Nei cartacei, per risparmiare pagine, inseriamo solo le note tipiche di quel libro e avvertiamo che sul sito è possibile trovarne altre più generali. Beh, la pagina è questa e spero che ti possa essere utile!
Buona lettura!
Indice delle note
Sé stesso o se stesso?
Una piccola nota sul “sé stesso”, da noi di Vaporteppa preferito rispetto al “se stesso”. La presunta regola ferrea per cui in presenza di “stesso” sia vietato porre l’accento è un’invenzione propinata nelle scuole (è l’opinione del linguista Luca Serianni), senza alcuna base e senza alcuna utilità.

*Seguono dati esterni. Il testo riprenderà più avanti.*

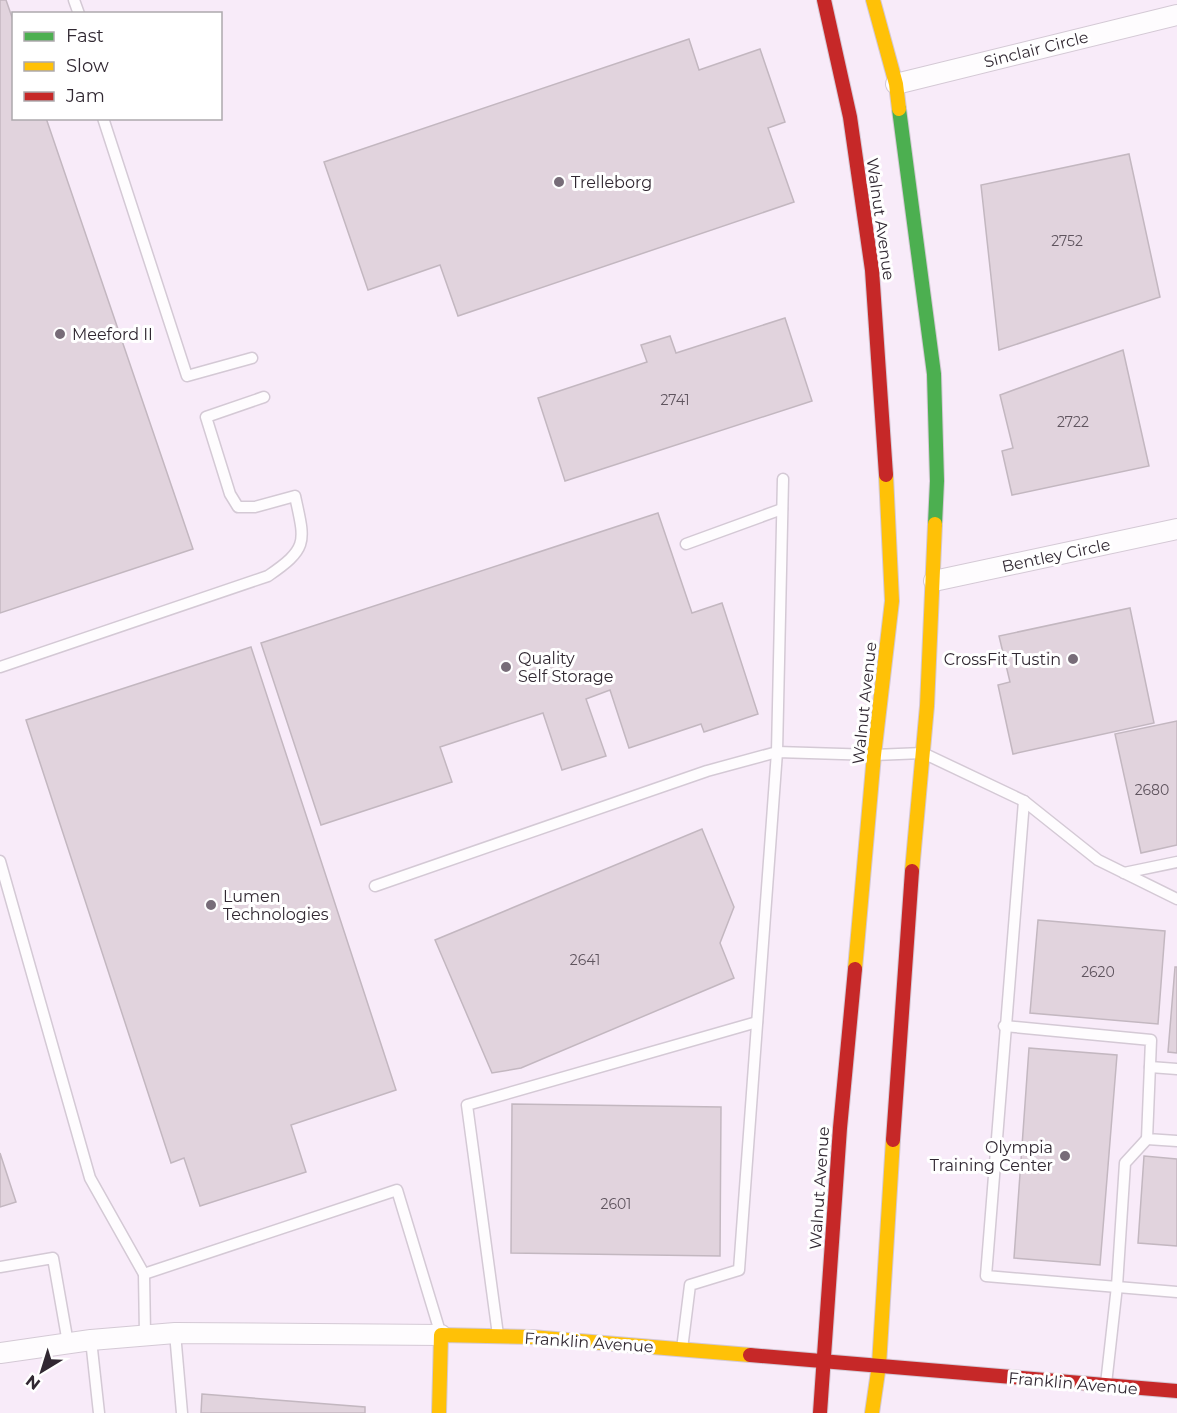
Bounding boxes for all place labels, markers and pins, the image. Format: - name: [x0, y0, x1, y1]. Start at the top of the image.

Se fosse solo una questione di variante comune, non sarebbe un problema, non c’è nulla di male ad avere sia “se stesso” che “sé stesso” (a parte eventuali casi confusi come “se stessi”): sfortunatamente l’idea che sia una regola è talmente diffusa che i lettori, spesso, vedendo “sé stesso” scritto correttamente pensano che sia sbagliato e si fanno di conseguenza una cattiva idea del testo. Per questo moltissimi editori, giustamente, scelgono di premiare la trasparenza della parola scritta e tolgono l’accento per evitare di attirare l’attenzione dei lettori.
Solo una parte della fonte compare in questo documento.